EXERCISE BRIEF → Retype the records below exactly as given, but only from the first line through the line with "M470,52L506,65L497,89L462,77Z", and without the pictures.

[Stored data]
=======

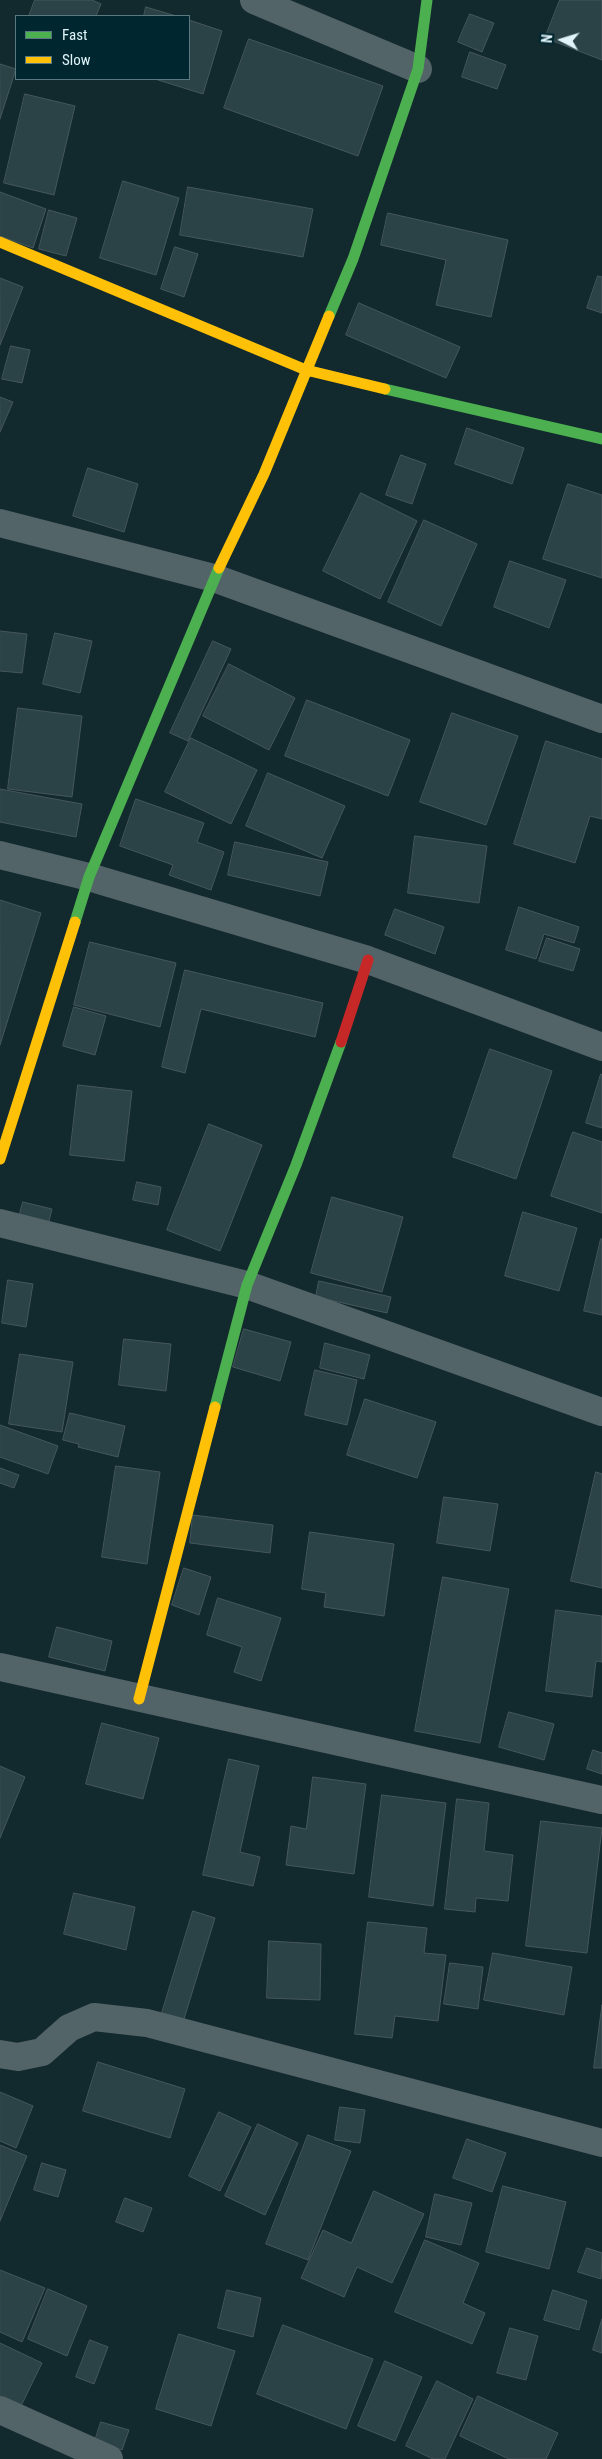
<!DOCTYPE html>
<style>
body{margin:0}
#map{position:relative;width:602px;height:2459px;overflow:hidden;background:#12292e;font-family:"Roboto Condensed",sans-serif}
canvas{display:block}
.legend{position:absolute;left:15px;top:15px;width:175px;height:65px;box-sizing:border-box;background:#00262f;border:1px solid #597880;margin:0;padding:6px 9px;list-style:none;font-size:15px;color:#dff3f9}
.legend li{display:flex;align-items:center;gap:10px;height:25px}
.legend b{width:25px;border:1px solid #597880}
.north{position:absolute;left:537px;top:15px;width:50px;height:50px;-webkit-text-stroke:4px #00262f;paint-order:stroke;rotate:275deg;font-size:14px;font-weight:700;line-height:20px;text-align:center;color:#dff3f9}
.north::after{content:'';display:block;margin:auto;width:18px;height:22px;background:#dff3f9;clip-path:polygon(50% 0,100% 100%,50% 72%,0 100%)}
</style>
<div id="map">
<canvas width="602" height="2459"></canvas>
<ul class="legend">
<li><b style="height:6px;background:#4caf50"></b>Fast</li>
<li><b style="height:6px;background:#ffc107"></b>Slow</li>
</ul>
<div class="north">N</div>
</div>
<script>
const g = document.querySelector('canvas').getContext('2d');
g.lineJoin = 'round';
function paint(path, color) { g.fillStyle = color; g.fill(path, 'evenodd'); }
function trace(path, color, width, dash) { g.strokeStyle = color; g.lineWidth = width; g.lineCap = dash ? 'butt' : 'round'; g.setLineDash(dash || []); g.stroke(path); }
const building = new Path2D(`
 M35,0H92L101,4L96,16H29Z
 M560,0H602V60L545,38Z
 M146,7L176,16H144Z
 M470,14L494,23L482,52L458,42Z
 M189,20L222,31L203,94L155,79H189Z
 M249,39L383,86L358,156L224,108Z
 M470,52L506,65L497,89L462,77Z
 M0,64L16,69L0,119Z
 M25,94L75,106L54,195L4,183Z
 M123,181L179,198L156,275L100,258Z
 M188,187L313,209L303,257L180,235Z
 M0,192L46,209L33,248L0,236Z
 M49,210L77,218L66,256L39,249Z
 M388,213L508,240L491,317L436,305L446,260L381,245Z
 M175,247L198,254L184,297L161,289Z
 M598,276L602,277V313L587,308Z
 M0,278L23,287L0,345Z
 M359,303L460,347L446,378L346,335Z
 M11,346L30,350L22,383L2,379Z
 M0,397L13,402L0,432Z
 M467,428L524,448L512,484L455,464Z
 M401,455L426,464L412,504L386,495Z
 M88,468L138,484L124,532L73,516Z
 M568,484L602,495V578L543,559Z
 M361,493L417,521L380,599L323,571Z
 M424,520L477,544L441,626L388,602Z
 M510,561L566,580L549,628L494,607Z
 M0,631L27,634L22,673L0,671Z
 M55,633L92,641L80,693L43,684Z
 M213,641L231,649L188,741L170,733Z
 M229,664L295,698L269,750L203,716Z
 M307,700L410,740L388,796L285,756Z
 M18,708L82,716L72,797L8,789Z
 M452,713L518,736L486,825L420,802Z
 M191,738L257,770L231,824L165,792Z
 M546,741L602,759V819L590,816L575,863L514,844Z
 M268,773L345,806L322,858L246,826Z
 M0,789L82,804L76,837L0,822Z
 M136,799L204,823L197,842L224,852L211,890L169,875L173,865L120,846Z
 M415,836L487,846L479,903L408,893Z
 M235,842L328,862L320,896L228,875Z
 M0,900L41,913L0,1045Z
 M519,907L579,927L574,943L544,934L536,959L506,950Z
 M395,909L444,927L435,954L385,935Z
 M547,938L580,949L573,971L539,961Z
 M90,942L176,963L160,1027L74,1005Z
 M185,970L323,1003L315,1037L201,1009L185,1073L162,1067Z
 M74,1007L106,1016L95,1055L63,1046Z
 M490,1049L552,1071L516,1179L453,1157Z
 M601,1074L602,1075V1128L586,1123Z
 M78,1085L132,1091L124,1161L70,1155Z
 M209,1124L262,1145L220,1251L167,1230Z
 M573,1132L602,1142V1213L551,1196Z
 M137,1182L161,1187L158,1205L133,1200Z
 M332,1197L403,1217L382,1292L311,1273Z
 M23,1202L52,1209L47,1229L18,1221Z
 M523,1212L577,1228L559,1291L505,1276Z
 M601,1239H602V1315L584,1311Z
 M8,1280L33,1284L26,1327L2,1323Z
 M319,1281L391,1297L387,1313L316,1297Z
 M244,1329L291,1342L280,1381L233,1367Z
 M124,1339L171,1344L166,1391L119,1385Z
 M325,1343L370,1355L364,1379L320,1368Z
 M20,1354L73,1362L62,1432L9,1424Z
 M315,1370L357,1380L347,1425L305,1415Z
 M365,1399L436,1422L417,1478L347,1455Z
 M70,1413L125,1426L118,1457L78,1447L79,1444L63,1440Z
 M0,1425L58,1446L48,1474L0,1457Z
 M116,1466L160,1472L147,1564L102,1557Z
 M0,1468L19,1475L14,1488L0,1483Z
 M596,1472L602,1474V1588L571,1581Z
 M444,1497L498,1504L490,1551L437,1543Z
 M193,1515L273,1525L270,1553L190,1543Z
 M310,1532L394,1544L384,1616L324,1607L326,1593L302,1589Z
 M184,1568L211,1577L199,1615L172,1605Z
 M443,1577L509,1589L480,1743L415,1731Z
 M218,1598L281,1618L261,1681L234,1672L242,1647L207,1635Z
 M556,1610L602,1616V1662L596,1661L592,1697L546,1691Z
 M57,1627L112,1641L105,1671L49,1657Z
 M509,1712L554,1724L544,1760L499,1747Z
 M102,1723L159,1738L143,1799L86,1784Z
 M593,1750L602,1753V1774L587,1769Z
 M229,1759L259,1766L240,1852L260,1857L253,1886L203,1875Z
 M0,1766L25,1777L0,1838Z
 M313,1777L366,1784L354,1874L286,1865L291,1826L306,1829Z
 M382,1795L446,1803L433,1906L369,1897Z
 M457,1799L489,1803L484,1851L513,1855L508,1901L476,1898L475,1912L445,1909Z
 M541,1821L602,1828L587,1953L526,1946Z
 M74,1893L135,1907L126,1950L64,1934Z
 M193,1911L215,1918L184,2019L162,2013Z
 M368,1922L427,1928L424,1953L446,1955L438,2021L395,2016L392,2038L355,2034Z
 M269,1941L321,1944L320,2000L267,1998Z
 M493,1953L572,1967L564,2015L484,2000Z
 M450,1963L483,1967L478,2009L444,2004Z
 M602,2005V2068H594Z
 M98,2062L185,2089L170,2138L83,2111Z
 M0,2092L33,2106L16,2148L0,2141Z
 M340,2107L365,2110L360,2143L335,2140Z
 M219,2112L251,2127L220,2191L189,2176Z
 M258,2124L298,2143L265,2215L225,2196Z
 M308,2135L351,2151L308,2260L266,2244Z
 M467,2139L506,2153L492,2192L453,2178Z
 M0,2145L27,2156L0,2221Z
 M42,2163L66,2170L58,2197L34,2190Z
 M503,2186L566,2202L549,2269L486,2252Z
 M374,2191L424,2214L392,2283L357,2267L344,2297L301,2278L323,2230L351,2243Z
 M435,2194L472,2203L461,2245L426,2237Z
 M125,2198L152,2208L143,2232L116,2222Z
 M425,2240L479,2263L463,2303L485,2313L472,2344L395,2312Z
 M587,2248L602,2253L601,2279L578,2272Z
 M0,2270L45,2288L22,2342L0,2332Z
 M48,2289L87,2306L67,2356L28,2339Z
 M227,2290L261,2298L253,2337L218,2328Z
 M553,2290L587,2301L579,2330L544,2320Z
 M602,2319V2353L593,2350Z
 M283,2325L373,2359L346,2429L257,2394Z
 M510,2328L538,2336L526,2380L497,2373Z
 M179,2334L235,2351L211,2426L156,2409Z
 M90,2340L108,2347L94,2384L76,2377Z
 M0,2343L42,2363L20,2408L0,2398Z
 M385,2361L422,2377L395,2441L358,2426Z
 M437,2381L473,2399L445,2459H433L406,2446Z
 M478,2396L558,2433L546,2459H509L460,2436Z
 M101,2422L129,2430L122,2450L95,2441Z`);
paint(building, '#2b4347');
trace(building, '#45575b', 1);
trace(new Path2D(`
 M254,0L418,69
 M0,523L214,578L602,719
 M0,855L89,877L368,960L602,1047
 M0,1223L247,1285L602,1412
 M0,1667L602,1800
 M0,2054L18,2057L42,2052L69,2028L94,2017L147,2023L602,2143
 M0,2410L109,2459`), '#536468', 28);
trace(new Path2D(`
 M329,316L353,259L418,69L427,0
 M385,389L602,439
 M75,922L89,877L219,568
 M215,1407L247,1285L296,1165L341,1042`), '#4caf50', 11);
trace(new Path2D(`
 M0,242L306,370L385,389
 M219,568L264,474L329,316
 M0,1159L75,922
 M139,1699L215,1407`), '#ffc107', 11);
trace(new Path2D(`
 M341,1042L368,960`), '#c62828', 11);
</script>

=======

YOUR SOLUTION →
<!DOCTYPE html>
<style>
body{margin:0}
#map{position:relative;width:602px;height:2459px;overflow:hidden;background:#12292e;font-family:"Roboto Condensed",sans-serif}
canvas{display:block}
.legend{position:absolute;left:15px;top:15px;width:175px;height:65px;box-sizing:border-box;background:#00262f;border:1px solid #597880;margin:0;padding:6px 9px;list-style:none;font-size:15px;color:#dff3f9}
.legend li{display:flex;align-items:center;gap:10px;height:25px}
.legend b{width:25px;border:1px solid #597880}
.north{position:absolute;left:537px;top:15px;width:50px;height:50px;-webkit-text-stroke:4px #00262f;paint-order:stroke;rotate:275deg;font-size:14px;font-weight:700;line-height:20px;text-align:center;color:#dff3f9}
.north::after{content:'';display:block;margin:auto;width:18px;height:22px;background:#dff3f9;clip-path:polygon(50% 0,100% 100%,50% 72%,0 100%)}
</style>
<div id="map">
<canvas width="602" height="2459"></canvas>
<ul class="legend">
<li><b style="height:6px;background:#4caf50"></b>Fast</li>
<li><b style="height:6px;background:#ffc107"></b>Slow</li>
</ul>
<div class="north">N</div>
</div>
<script>
const g = document.querySelector('canvas').getContext('2d');
g.lineJoin = 'round';
function paint(path, color) { g.fillStyle = color; g.fill(path, 'evenodd'); }
function trace(path, color, width, dash) { g.strokeStyle = color; g.lineWidth = width; g.lineCap = dash ? 'butt' : 'round'; g.setLineDash(dash || []); g.stroke(path); }
const building = new Path2D(`
 M35,0H92L101,4L96,16H29Z
 M560,0H602V60L545,38Z
 M146,7L176,16H144Z
 M470,14L494,23L482,52L458,42Z
 M189,20L222,31L203,94L155,79H189Z
 M249,39L383,86L358,156L224,108Z
 M470,52L506,65L497,89L462,77Z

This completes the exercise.